O setor frigorífico brasileiro intensificou nas últimas semanas o diálogo com o governo federal em busca de uma definição clara e segura para a distribuição da cota de exportação de carne bovina concedida pela China para 2026. O volume, estimado em 1,1 milhão de toneladas com tarifa reduzida, é visto pela indústria como estratégico, mas também como um potencial fator de instabilidade caso não haja regras bem estabelecidas para sua utilização.
A preocupação central dos frigoríficos está na forma como a cota será administrada. Sem um mecanismo interno de organização, o setor avalia que pode haver uma corrida desordenada aos embarques, com reflexos diretos nos preços do boi gordo, na carne destinada ao mercado interno e no planejamento de compras da cadeia pecuária.
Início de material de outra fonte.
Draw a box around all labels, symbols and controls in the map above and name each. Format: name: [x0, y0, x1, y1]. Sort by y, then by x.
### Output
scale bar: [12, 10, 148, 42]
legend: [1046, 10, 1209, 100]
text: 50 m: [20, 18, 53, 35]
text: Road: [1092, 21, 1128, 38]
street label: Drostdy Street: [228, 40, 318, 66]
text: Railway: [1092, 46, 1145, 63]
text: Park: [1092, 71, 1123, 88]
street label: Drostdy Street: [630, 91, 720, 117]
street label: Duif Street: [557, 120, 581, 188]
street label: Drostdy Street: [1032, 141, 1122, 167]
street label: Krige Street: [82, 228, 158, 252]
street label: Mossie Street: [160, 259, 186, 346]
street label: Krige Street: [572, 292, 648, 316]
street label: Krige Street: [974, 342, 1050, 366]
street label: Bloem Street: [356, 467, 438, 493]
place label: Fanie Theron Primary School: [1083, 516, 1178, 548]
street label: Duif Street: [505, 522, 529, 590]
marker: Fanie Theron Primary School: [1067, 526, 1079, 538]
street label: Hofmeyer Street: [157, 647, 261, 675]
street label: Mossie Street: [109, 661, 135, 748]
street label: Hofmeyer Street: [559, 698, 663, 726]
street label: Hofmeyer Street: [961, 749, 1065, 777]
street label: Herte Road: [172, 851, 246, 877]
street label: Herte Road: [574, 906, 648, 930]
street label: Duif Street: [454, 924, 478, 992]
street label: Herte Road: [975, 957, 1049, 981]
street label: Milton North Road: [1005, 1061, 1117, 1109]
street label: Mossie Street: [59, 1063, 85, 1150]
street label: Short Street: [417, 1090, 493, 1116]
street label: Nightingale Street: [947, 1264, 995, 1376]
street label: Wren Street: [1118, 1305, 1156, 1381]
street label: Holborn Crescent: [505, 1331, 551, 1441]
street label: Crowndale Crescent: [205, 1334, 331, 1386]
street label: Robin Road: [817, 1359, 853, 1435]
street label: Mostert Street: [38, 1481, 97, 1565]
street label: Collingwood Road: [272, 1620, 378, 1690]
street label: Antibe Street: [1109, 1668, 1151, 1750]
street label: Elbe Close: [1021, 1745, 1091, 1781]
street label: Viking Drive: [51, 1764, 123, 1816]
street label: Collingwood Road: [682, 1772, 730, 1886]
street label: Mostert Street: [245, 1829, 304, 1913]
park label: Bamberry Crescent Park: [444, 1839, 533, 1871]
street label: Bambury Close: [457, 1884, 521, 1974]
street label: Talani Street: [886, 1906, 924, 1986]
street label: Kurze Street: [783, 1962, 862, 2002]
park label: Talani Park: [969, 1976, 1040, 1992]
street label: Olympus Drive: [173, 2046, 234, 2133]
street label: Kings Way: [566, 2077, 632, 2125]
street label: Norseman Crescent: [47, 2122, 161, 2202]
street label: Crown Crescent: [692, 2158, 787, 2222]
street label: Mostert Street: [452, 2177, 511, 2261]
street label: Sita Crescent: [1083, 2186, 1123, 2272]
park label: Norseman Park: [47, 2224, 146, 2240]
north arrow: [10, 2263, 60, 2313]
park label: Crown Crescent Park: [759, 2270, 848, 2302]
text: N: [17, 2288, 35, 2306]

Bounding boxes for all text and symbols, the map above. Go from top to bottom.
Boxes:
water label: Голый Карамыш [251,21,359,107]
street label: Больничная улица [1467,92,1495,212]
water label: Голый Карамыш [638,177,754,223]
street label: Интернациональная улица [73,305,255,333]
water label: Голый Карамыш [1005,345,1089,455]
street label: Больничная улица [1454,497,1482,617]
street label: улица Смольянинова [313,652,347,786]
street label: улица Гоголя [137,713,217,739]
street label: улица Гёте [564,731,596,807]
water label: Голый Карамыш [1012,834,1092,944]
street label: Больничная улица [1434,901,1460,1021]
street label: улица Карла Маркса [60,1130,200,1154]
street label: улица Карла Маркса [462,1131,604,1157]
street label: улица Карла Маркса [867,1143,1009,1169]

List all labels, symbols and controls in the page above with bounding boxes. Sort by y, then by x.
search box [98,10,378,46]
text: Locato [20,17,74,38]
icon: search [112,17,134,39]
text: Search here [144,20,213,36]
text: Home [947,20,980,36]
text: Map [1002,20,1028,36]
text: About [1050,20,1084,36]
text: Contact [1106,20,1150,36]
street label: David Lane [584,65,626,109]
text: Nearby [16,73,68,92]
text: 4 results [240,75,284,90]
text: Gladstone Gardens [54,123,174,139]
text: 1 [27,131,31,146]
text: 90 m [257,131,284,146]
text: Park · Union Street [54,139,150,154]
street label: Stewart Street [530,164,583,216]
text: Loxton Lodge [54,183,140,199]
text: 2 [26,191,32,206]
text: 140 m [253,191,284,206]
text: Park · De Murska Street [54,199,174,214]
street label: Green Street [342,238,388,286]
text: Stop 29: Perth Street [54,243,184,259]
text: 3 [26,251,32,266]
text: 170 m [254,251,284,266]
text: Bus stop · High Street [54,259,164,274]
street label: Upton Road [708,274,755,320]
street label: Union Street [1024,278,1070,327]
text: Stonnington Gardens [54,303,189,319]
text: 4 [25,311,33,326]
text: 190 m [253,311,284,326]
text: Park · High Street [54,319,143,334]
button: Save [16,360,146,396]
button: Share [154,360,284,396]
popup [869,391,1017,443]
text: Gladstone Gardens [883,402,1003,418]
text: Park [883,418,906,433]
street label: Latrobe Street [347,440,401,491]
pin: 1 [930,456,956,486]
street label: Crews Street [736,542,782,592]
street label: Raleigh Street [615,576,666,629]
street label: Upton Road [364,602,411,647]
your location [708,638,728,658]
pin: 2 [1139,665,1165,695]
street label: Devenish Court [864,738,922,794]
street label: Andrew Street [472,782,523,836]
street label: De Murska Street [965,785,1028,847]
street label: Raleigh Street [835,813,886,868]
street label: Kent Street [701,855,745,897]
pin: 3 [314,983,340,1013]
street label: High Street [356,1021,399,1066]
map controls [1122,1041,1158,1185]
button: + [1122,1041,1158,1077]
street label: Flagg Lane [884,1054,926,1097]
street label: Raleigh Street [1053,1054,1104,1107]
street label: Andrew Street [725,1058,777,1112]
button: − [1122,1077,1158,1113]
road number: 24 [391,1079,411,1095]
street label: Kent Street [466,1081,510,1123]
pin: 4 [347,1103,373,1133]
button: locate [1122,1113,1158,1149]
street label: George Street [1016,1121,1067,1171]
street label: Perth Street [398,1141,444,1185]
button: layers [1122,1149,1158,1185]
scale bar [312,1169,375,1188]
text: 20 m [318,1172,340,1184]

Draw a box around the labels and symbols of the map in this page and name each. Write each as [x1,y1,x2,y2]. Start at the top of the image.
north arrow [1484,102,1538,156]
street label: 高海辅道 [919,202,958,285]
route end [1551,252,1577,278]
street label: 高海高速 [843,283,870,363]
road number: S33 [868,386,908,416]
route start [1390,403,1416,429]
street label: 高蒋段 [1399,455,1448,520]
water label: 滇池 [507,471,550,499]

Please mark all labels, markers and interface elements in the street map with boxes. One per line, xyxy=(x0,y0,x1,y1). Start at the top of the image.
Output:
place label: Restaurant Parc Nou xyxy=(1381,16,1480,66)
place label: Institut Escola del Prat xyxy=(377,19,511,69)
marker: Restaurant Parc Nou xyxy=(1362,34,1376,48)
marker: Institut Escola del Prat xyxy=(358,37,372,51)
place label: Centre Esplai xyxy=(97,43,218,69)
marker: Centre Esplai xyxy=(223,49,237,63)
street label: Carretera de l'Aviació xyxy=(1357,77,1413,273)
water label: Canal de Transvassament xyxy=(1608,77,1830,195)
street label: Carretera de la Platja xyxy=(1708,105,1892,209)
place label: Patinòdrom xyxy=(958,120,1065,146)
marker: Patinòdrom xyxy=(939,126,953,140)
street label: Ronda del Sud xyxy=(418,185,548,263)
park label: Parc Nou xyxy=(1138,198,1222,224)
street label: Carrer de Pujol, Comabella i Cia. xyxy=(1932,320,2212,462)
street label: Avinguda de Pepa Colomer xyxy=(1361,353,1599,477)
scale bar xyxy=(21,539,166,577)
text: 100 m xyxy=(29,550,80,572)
Diante desse cenário, empresas do setor defendem que o Brasil adote, na relação com a China, um modelo semelhante ao utilizado há décadas na chamada cota Hilton, aplicada no comércio com a União Europeia.
Nesse formato, o volume total autorizado para exportação é dividido de maneira proporcional entre as empresas que efetivamente exportaram no período anterior. O critério se baseia no histórico de desempenho, garantindo previsibilidade, equilíbrio competitivo e maior segurança jurídica tanto para o governo quanto para o setor produtivo. Para a indústria, esse precedente oferece uma referência concreta e já testada, capaz de reduzir disputas internas e evitar distorções no mercado.
A proposta foi apresentada ao Executivo como uma alternativa para estabelecer controles mínimos sobre os embarques, sem comprometer a competitividade internacional da carne brasileira. O objetivo é criar um ambiente mais organizado, com regras transparentes e planejamento de longo prazo. A discussão ainda passa por instâncias técnicas e deverá ser analisada no âmbito da Câmara de Comércio Exterior, responsável por decisões estratégicas no comércio internacional.
Apesar do esforço brasileiro, o cenário externo traz desafios adicionais. Autoridades chinesas indicaram a exportadores argentinos e brasileiros que a administração da cota não seguirá o modelo de divisão por empresa. A sinalização é de que o controle será feito diretamente pela China, com acesso livre às plantas habilitadas de todos os países fornecedores, respeitando apenas a ordem de chegada dos embarques até o limite total da cota. Após o preenchimento do volume, passaria a valer uma tarifa mais elevada para as exportações adicionais.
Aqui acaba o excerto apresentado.